Dans le monde anglo-saxon, Howard White et Katherine McCain (White et al. 1998) constatent que deux continents se détachent en substance. D’une part, les études touchant aux pôles extrêmes des processus informationnels, qu’il s’agisse des documents porteurs d’information (l’analyse mettant l’accent, selon le cas, sur leur contexte social de production ou, par exemple, sur leur structuration), ou du contexte social d’usage de l’information et des comportements sociaux connexes. D’autre part, sur l’autre continent (nettement plus peuplé que le premier), l’on retrouve tous les travaux liés à la conception et à la réalisation effective des systèmes d’information, la définition des algorithmes de recherche, des méthodes d’indexation et des stratégies d’appariement, mais également les études sur l’utilisateur de ces systèmes, sur les comportements informatifs face à la machine, sur l’évaluation des systèmes et sur l’ergonomie des interfaces, etc. Comme le remarquent les deux auteurs cités ci-dessus, très peu de chercheurs ont traversé ces deux continents et il y en a encore moins qui ont tenté d’exploiter leurs éventuelles interdépendances.

Le cloisonnement ne s’arrête cependant pas ici. Si l’on reprend les trois idées majeures qui constitueraient selon Saracevic une sorte de noyau dur des sciences de l’information, elles se retrouveraient davantage sur le deuxième continent. Cependant, une fois de plus, le manque d’unité est manifeste : d’abord, il y a très peu d’auteurs qui ont cherché à les couvrir également, mais, surtout, les objectifs des recherches ne participent pas d’une logique globale et homogène, et, pour cette raison, ces dernières sont rarement exportées et exploitées pour faire progresser des problématiques communes.
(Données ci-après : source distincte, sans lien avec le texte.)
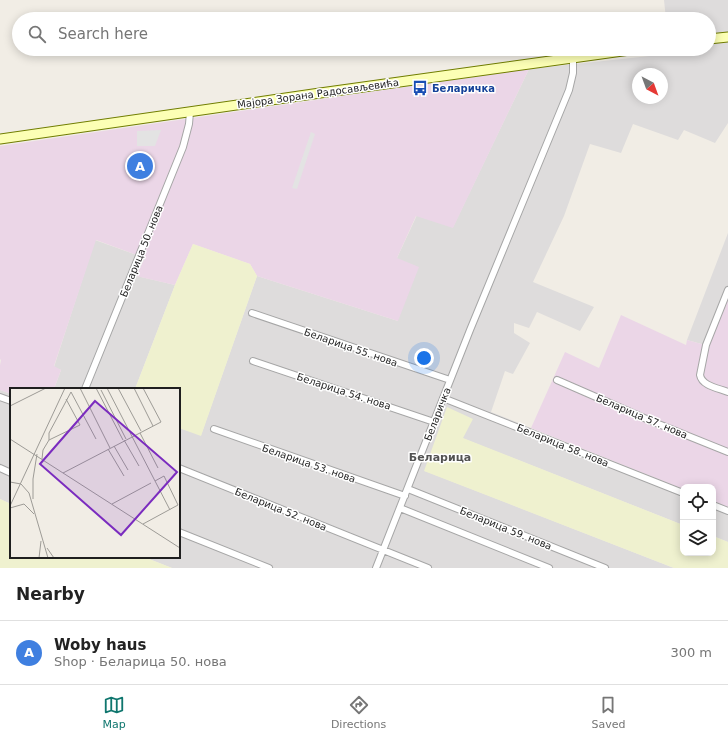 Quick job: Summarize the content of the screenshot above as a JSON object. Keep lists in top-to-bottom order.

En substance, deux sous-domaines se détachent, reliés ça et là par quelques ponts. Il y a, d’une part, les travaux portant sur la conception des systèmes (dans cette catégorie l’on pourrait mettre, parmi d’autres : les études portant sur l’architecture des systèmes, l’élaboration des méthodes d’indexation et de recherche, la définition des algorithmes, etc.). D’autre part, il y a les recherches portant sur les utilisateurs-usagers, sur leurs comportements face au système, sur leurs besoins et attentes, mais également sur l’usage plus large qu’il font de l’information, une fois recueillie. Entre les deux, les quelques ponts (dont le centre d’équilibre est rarement à mi-chemin) seraient : les études d’évaluation des systèmes (le plus souvent selon des critères orientés-système, mais parfois également selon des critères orientés-utilisateur), les études d’amélioration des interfaces (qui vont malheureusement rarement jusqu’à la redéfinition des principes de fonctionnement du système) et celles portant sur le dialogue homme-machine (en langue naturelle ou selon d’autres modes, cas où de plus en plus de travaux envisagent cette problématique en relation avec celle de l’indexation et de la recherche).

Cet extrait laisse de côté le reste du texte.